Unless a line falls after the one with "[621,1512,701,1565,600,1565]", retype it exactly from the records below; leave out all pictures.

[[ INPUT RECORDS open ]]

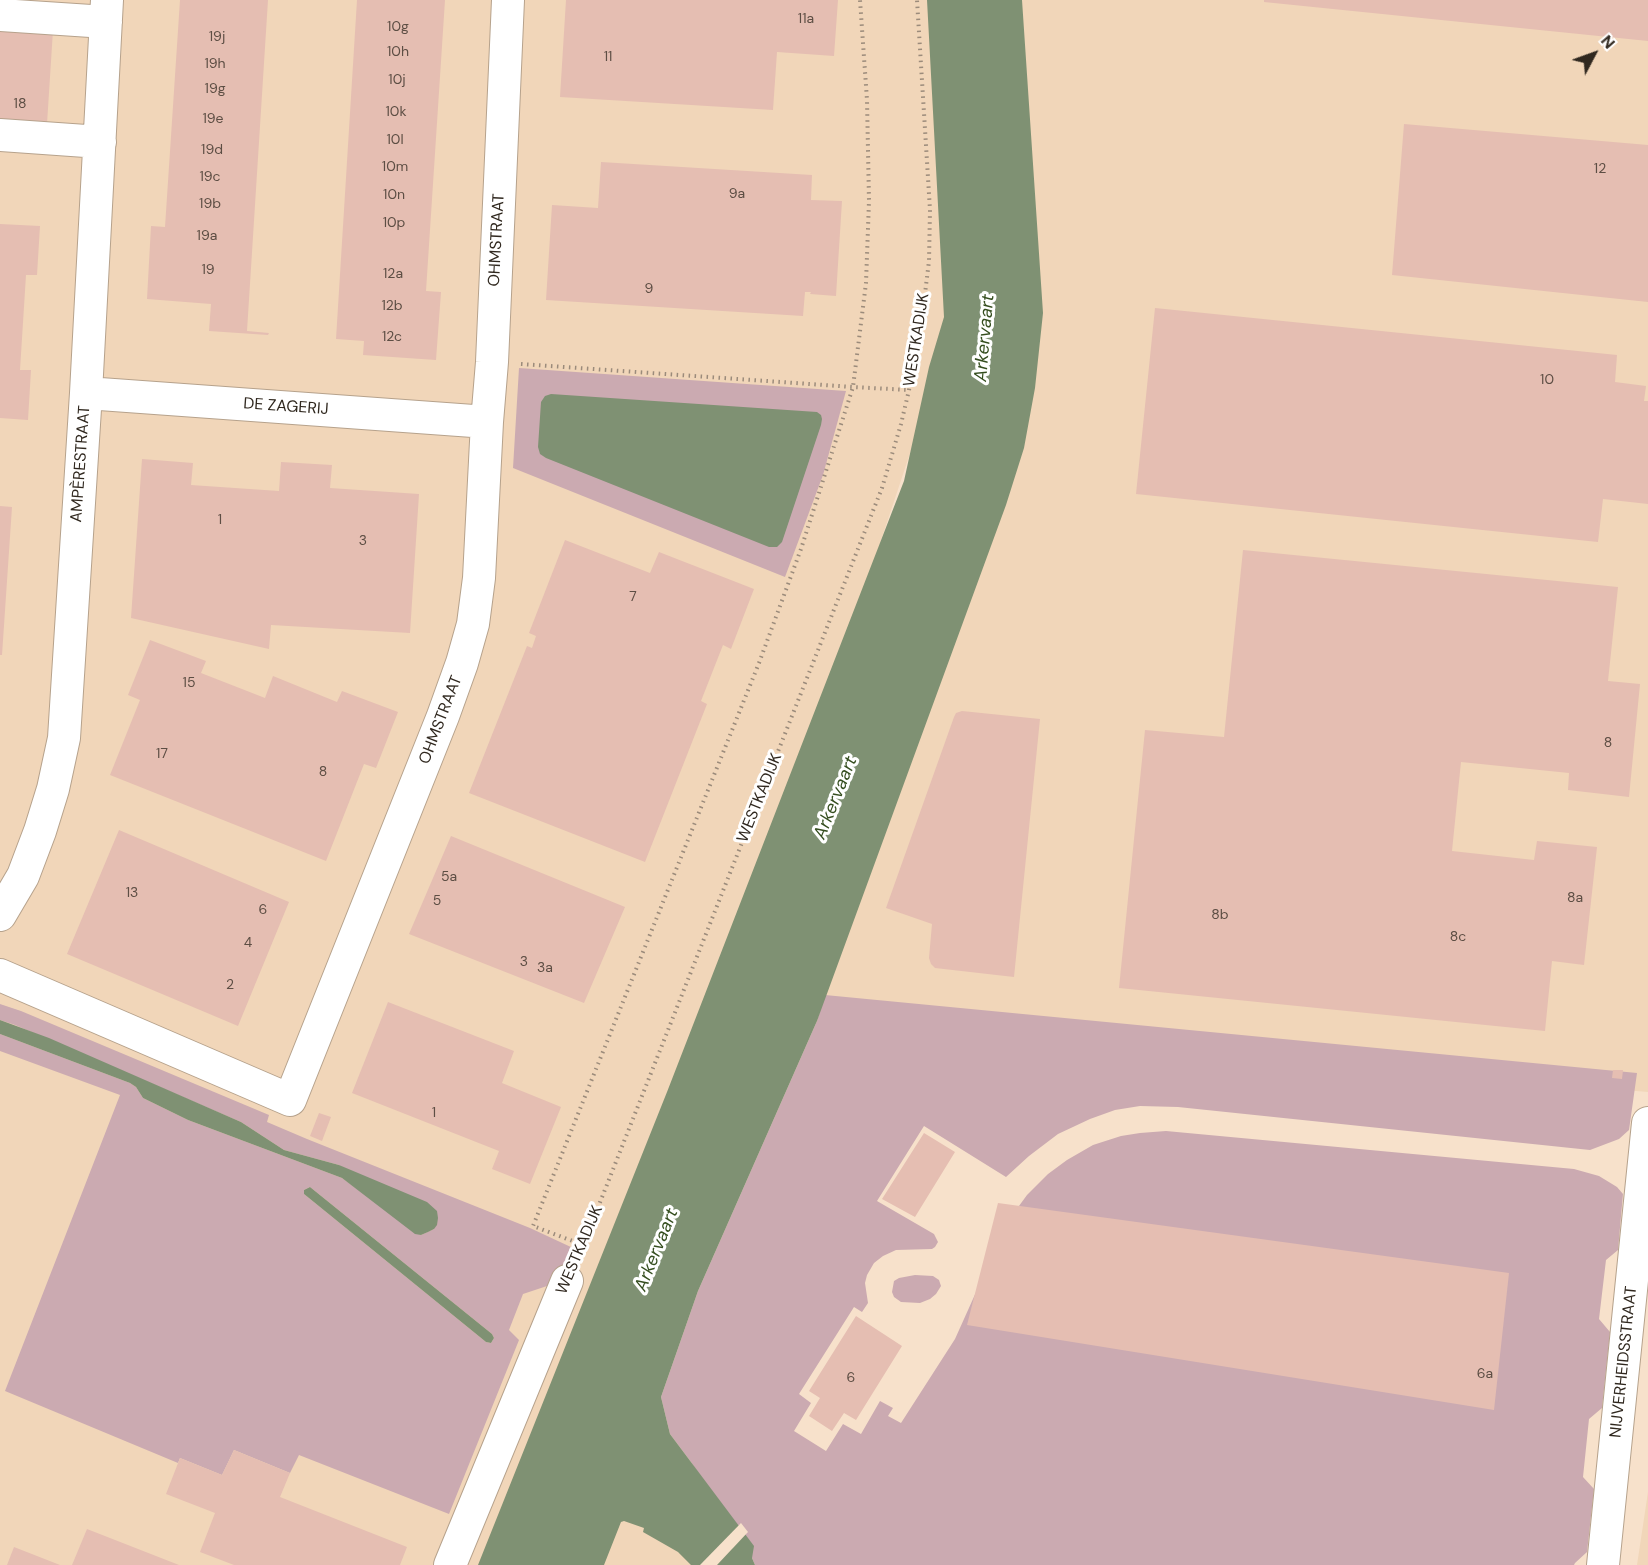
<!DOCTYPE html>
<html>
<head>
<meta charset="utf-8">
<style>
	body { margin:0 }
	#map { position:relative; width:1648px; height:1565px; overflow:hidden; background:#f7e1cb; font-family:"DM Sans",sans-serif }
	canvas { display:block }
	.north { position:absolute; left:1564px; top:24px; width:60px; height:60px; -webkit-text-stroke:4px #fff; paint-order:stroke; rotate:49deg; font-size:16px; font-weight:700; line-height:24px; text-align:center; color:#30281f }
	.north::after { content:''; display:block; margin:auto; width:21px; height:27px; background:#30281f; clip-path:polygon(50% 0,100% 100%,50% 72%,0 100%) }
</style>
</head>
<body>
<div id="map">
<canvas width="1648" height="1565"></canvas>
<div class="north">N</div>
</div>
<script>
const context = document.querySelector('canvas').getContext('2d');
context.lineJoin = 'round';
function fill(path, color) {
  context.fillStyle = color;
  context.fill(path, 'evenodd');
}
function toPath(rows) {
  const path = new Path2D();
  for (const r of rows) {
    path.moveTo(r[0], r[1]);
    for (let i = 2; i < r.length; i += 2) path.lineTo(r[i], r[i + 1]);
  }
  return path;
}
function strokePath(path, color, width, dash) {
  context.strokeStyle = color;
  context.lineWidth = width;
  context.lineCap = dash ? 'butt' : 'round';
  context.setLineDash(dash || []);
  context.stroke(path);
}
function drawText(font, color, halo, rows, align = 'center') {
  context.font = font + ' "DM Sans",sans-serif';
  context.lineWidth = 6;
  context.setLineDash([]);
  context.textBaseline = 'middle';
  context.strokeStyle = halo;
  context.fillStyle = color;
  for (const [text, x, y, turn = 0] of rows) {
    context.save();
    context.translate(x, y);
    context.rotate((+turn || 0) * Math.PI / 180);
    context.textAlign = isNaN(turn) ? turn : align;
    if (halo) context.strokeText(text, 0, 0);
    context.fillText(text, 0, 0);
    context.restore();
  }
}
const built = toPath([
	[0,0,946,0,962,297,754,922,488,1565,0,1565],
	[1007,0,1648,0,1648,1092,807,1022],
	[1648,1492,1648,1565,1637,1565],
	[621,1512,701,1565,600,1565]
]);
const green = toPath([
	[519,368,846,391,823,475,785,577,513,468],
	[825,995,1637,1073,1629,1130,1619,1139,1590,1150,1178,1107,1140,1106,1115,1110,1090,1119,1058,1134,1029,1156,1006,1177,924,1126,877,1201,934,1234,938,1242,935,1247,932,1249,896,1250,883,1256,874,1263,867,1275,865,1283,868,1303,862,1312,854,1307,799,1394,811,1403,794,1431,826,1451,843,1424,861,1434,880,1401,893,1408,888,1416,901,1423,955,1339,1008,1221,1027,1195,1048,1174,1067,1160,1093,1145,1121,1136,1140,1133,1166,1131,1574,1169,1599,1176,1617,1187,1623,1194,1618,1250,1606,1260,1599,1319,1610,1332,1602,1408,1589,1419,1583,1477,1594,1489,1587,1552,1575,1563,1574,1565,755,1565,752,1558,691,1462,670,1434,661,1397,698,1291,817,1021],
	[0,1004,21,1011,269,1115,267,1122,307,1139,530,1228,573,1248,559,1282,523,1294,509,1330,519,1340,449,1514,299,1455,290,1473,234,1450,222,1475,180,1458,178,1463,5,1391,120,1095,0,1051,0,1034,130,1083,136,1087,143,1098,188,1120,342,1178,421,1235,434,1229,339,1165,284,1150,241,1122,15,1025,0,1020],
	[310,1187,492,1334,494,1338,491,1343,486,1342,304,1194,304,1190],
	[915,1275,933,1276,939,1280,941,1286,936,1294,930,1299,920,1303,901,1302,894,1297,892,1292,894,1281,899,1278]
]);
const water = toPath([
	[927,0,1022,0,1043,313,1035,388,1024,448,1006,505,817,1021,698,1291,661,1397,670,1434,754,1546,752,1558,755,1565,691,1565,678,1552,643,1532,644,1528,624,1521,621,1522,604,1565,478,1565,667,1092,904,481,929,367,944,317],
	[551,394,817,412,821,415,822,419,821,425,782,542,777,547,769,547,546,458,540,454,538,447,541,402,545,396],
	[0,1020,49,1038,241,1122,284,1150,339,1165,427,1202,437,1211,438,1218,437,1225,434,1229,428,1232,421,1235,415,1234,342,1178,188,1120,143,1098,136,1087,130,1083,0,1034],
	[310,1187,492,1334,494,1338,491,1343,486,1342,304,1194,304,1190]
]);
const pier = toPath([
	[741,1523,748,1532,717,1565,700,1565]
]);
const building = toPath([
	[180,0,268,0,247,331,269,333,268,335,209,331,211,304,147,299,151,226,165,227],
	[357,0,445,0,426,291,441,292,436,360,363,355,364,341,336,339],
	[566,0,838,0,834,56,777,52,773,110,560,97],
	[1264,0,1648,0,1648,41,1264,2],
	[0,27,53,30,47,124,0,121],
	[1404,124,1648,145,1648,302,1392,275],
	[601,162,812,175,811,200,842,201,836,296,810,294,811,292,805,292,803,316,546,300,552,205,598,208],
	[0,224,40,226,37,275,26,275,20,370,31,370,28,420,0,418],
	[1155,308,1617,355,1615,382,1646,386,1644,401,1648,401,1648,504,1603,499,1598,542,1136,494],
	[142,459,193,463,191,485,279,491,281,462,332,465,330,488,419,494,410,633,271,625,269,649,131,618],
	[0,506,12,507,2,655,0,655],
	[565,540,650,573,659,552,754,589,731,649,723,645,701,701,707,704,645,862,469,793,527,646,532,648,536,636,529,633],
	[1243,550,1618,587,1608,681,1640,684,1629,797,1568,790,1569,773,1461,762,1452,851,1534,860,1537,841,1597,847,1584,965,1552,961,1545,1031,1119,988,1145,730,1224,737],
	[150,640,206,661,201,673,265,698,273,676,337,702,342,691,398,712,376,768,364,764,326,861,110,775,140,700,128,695],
	[962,711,1040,719,1014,977,935,968,931,964,929,958,932,924,886,908,954,717,956,713],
	[119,830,289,902,238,1026,67,954],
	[451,836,625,907,584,1003,409,934],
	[388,1002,514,1051,502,1083,561,1107,530,1184,492,1169,499,1151,352,1093],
	[1613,1070,1623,1070,1622,1079,1612,1078],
	[319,1113,331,1117,322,1141,310,1136],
	[924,1133,955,1152,915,1217,882,1199],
	[998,1203,1509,1273,1494,1410,967,1325],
	[856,1316,902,1346,856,1420,844,1413,832,1431,809,1416,820,1398,809,1391],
	[234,1450,290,1473,280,1497,407,1547,400,1565,234,1565,200,1552,215,1513,166,1494,180,1458,222,1475],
	[87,1529,179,1565,72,1565],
	[14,1547,60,1565,7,1565]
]);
const path = toPath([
	[521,364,853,387,909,390],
	[583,1245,533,1226,759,663,801,549,853,387,866,283,869,201,867,100,860,0],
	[580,1253,882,488,901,424,909,390,922,318,929,261,930,210,917,0]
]);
const minor = toPath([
	[0,15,106,22],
	[0,135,100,142],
	[86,393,487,422],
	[0,915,23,876,40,831,53,789,64,738,86,393,107,0],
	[0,975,290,1100,443,716,462,663,473,624,479,578,487,422,492,362,508,0],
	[450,1565,567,1281],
	[1603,1565,1648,1123]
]);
const numberNames = [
	["11a",806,19],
	["10g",398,27],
	["19j",217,37],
	["10h",398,52],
	["11",608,57],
	["19h",215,64],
	["10j",397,80],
	["19g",215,89],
	["18",20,104],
	["10k",396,112],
	["19e",213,119],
	["10l",395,140],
	["19d",212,150],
	["10m",395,167],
	["12",1600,169],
	["19c",210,177],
	["9a",737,194],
	["10n",394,195],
	["19b",210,204],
	["10p",394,223],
	["19a",207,236],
	["19",208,270],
	["12a",393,274],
	["9",649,289],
	["12b",392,306],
	["12c",392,337],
	["10",1547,380],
	["1",220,520],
	["3",363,541],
	["7",633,597],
	["15",189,683],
	["8",1608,743],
	["17",162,754],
	["8",323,772],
	["5a",449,877],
	["13",132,893],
	["8a",1575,898],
	["5",437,901],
	["6",263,910],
	["8b",1220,915],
	["8c",1458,937],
	["4",248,943],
	["3",524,962],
	["3a",545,968],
	["2",230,985],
	["1",434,1113],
	["6a",1485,1374],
	["6",851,1378]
];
const streetNames = [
	["OHMSTRAAT",497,240,-87],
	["WESTKADIJK",917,340,-81],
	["DE ZAGERIJ",286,407,4],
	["AMPÈRESTRAAT",81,464,-86],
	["OHMSTRAAT",441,720,-69],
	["WESTKADIJK",760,798,-68],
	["WESTKADIJK",580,1250,-67],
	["NIJVERHEIDSSTRAAT",1624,1362,-84]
];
const waterNames = [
	["Arkervaart",985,338,-85],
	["Arkervaart",836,798,-68],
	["Arkervaart",657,1250,-68]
];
fill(built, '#f1d6b9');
fill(green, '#cbaab1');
fill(water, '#7f9173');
fill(pier, '#f7e1cb');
fill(building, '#e5beb2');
strokePath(minor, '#b6a28c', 34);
strokePath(path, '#9b8b7b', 4, [1.5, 4.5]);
strokePath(minor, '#fff', 32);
drawText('14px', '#5d4e44', null, numberNames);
drawText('16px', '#30281f', '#fff', streetNames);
drawText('italic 18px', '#354e1f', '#fff', waterNames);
</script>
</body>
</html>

[[ INPUT RECORDS closed ]]

_SOLUTION_:
<!DOCTYPE html>
<html>
<head>
<meta charset="utf-8">
<style>
	body { margin:0 }
	#map { position:relative; width:1648px; height:1565px; overflow:hidden; background:#f7e1cb; font-family:"DM Sans",sans-serif }
	canvas { display:block }
	.north { position:absolute; left:1564px; top:24px; width:60px; height:60px; -webkit-text-stroke:4px #fff; paint-order:stroke; rotate:49deg; font-size:16px; font-weight:700; line-height:24px; text-align:center; color:#30281f }
	.north::after { content:''; display:block; margin:auto; width:21px; height:27px; background:#30281f; clip-path:polygon(50% 0,100% 100%,50% 72%,0 100%) }
</style>
</head>
<body>
<div id="map">
<canvas width="1648" height="1565"></canvas>
<div class="north">N</div>
</div>
<script>
const context = document.querySelector('canvas').getContext('2d');
context.lineJoin = 'round';
function fill(path, color) {
  context.fillStyle = color;
  context.fill(path, 'evenodd');
}
function toPath(rows) {
  const path = new Path2D();
  for (const r of rows) {
    path.moveTo(r[0], r[1]);
    for (let i = 2; i < r.length; i += 2) path.lineTo(r[i], r[i + 1]);
  }
  return path;
}
function strokePath(path, color, width, dash) {
  context.strokeStyle = color;
  context.lineWidth = width;
  context.lineCap = dash ? 'butt' : 'round';
  context.setLineDash(dash || []);
  context.stroke(path);
}
function drawText(font, color, halo, rows, align = 'center') {
  context.font = font + ' "DM Sans",sans-serif';
  context.lineWidth = 6;
  context.setLineDash([]);
  context.textBaseline = 'middle';
  context.strokeStyle = halo;
  context.fillStyle = color;
  for (const [text, x, y, turn = 0] of rows) {
    context.save();
    context.translate(x, y);
    context.rotate((+turn || 0) * Math.PI / 180);
    context.textAlign = isNaN(turn) ? turn : align;
    if (halo) context.strokeText(text, 0, 0);
    context.fillText(text, 0, 0);
    context.restore();
  }
}
const built = toPath([
	[0,0,946,0,962,297,754,922,488,1565,0,1565],
	[1007,0,1648,0,1648,1092,807,1022],
	[1648,1492,1648,1565,1637,1565],
	[621,1512,701,1565,600,1565]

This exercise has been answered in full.